For each line below that includes the string "Mall", show the whole line.

━━ Task data ━━

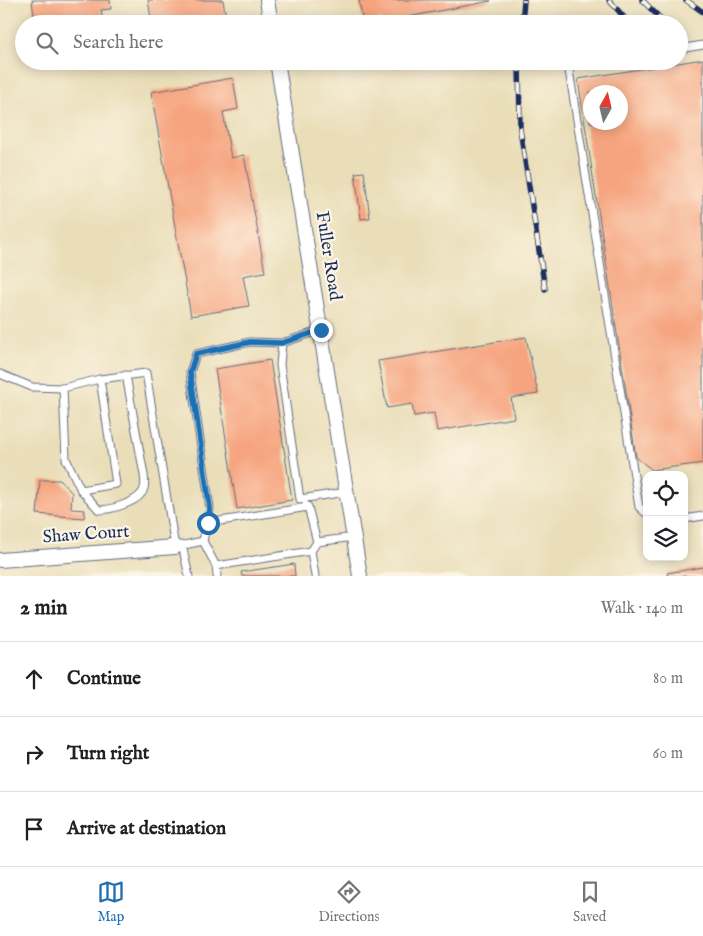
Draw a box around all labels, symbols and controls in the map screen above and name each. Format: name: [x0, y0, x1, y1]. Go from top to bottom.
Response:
search box: [15, 15, 688, 70]
icon: search: [33, 29, 61, 57]
text: Search here: [73, 31, 164, 55]
north arrow: [583, 85, 628, 130]
street label: Fuller Road: [310, 210, 346, 303]
route end: [310, 319, 333, 342]
map controls: [643, 471, 688, 561]
button: locate: [643, 471, 688, 516]
route start: [197, 512, 220, 535]
button: layers: [643, 516, 688, 561]
street label: Shaw Court: [42, 521, 130, 549]
text: 2 min: [20, 595, 67, 622]
text: Walk · 140 m: [601, 599, 683, 619]
icon: ahead: [20, 665, 48, 693]
text: Continue: [67, 667, 141, 691]
text: 80 m: [653, 669, 683, 689]
icon: right: [20, 740, 48, 768]
text: Turn right: [67, 742, 149, 766]
text: 60 m: [653, 744, 683, 764]
icon: arrive: [20, 815, 48, 843]
text: Arrive at destination: [67, 817, 226, 841]
tab: Map: [97, 878, 125, 926]
tab: Directions: [318, 878, 379, 926]
tab: Saved: [573, 878, 606, 926]

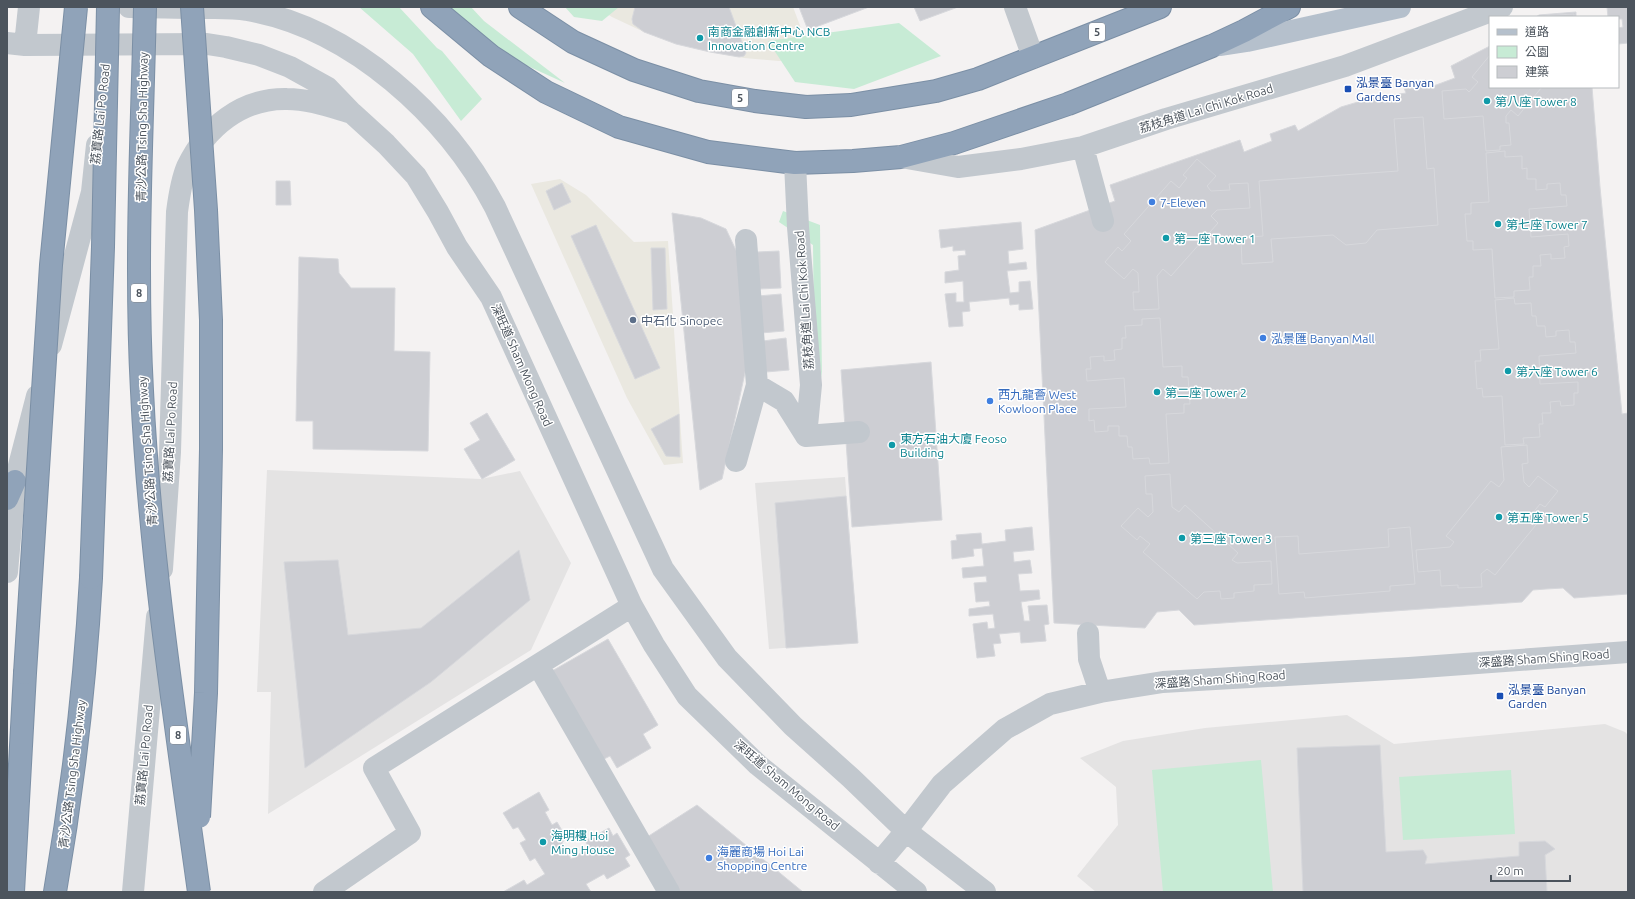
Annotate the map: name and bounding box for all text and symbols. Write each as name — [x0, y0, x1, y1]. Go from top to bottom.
legend — [1489, 16, 1619, 88]
road number: 5 — [1089, 23, 1105, 41]
place label: 南商金融創新中心 NCB Innovation Centre — [708, 25, 830, 52]
text: 道路 — [1525, 25, 1549, 38]
marker: 南商金融創新中心 NCB Innovation Centre — [695, 33, 705, 43]
text: 公園 — [1525, 45, 1549, 58]
street label: 青沙公路 Tsing Sha Highway — [134, 52, 150, 202]
street label: 荔寶路 Lai Po Road — [88, 63, 112, 165]
text: 建築 — [1525, 65, 1549, 78]
place label: 泓景臺 Banyan Gardens — [1356, 76, 1434, 103]
street label: 荔枝角道 Lai Chi Kok Road — [1138, 81, 1274, 135]
marker: 泓景臺 Banyan Gardens — [1343, 84, 1353, 94]
road number: 5 — [732, 89, 748, 107]
place label: 第八座 Tower 8 — [1495, 95, 1577, 108]
marker: 第八座 Tower 8 — [1482, 96, 1492, 106]
place label: 7-Eleven — [1160, 196, 1206, 209]
marker: 7-Eleven — [1147, 197, 1157, 207]
place label: 第七座 Tower 7 — [1506, 218, 1588, 231]
marker: 第七座 Tower 7 — [1493, 219, 1503, 229]
street label: 荔枝角道 Lai Chi Kok Road — [793, 230, 815, 370]
place label: 第一座 Tower 1 — [1174, 232, 1256, 245]
marker: 第一座 Tower 1 — [1161, 233, 1171, 243]
road number: 8 — [131, 284, 147, 302]
street label: 深旺道 Sham Mong Road — [489, 302, 555, 428]
place label: 中石化 Sinopec — [641, 314, 722, 327]
marker: 中石化 Sinopec — [628, 315, 638, 325]
place label: 泓景匯 Banyan Mall — [1271, 332, 1375, 345]
marker: 泓景匯 Banyan Mall — [1258, 333, 1268, 343]
place label: 第六座 Tower 6 — [1516, 365, 1598, 378]
marker: 第六座 Tower 6 — [1503, 366, 1513, 376]
street label: 青沙公路 Tsing Sha Highway — [135, 376, 159, 526]
street label: 荔寶路 Lai Po Road — [161, 381, 179, 483]
place label: 第二座 Tower 2 — [1165, 386, 1247, 399]
marker: 第二座 Tower 2 — [1152, 387, 1162, 397]
place label: 西九龍薈 West Kowloon Place — [998, 388, 1077, 415]
marker: 西九龍薈 West Kowloon Place — [985, 396, 995, 406]
place label: 東方石油大廈 Feoso Building — [900, 432, 1007, 459]
marker: 東方石油大廈 Feoso Building — [887, 440, 897, 450]
place label: 第五座 Tower 5 — [1507, 511, 1589, 524]
marker: 第五座 Tower 5 — [1494, 512, 1504, 522]
place label: 第三座 Tower 3 — [1190, 532, 1272, 545]
marker: 第三座 Tower 3 — [1177, 533, 1187, 543]
street label: 深盛路 Sham Shing Road — [1478, 647, 1610, 669]
street label: 深盛路 Sham Shing Road — [1154, 668, 1286, 690]
place label: 泓景臺 Banyan Garden — [1508, 683, 1586, 710]
marker: 泓景臺 Banyan Garden — [1495, 691, 1505, 701]
street label: 青沙公路 Tsing Sha Highway — [56, 699, 88, 849]
street label: 荔寶路 Lai Po Road — [133, 704, 155, 806]
road number: 8 — [170, 726, 186, 744]
street label: 深旺道 Sham Mong Road — [732, 737, 842, 833]
place label: 海明樓 Hoi Ming House — [551, 829, 615, 856]
marker: 海明樓 Hoi Ming House — [538, 837, 548, 847]
place label: 海麗商場 Hoi Lai Shopping Centre — [717, 845, 807, 872]
marker: 海麗商場 Hoi Lai Shopping Centre — [704, 853, 714, 863]
scale bar — [1491, 857, 1570, 883]
text: 20 m — [1497, 864, 1524, 877]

━━━

# Exercise response:
place label: 泓景匯 Banyan Mall — [1271, 332, 1375, 345]
marker: 泓景匯 Banyan Mall — [1258, 333, 1268, 343]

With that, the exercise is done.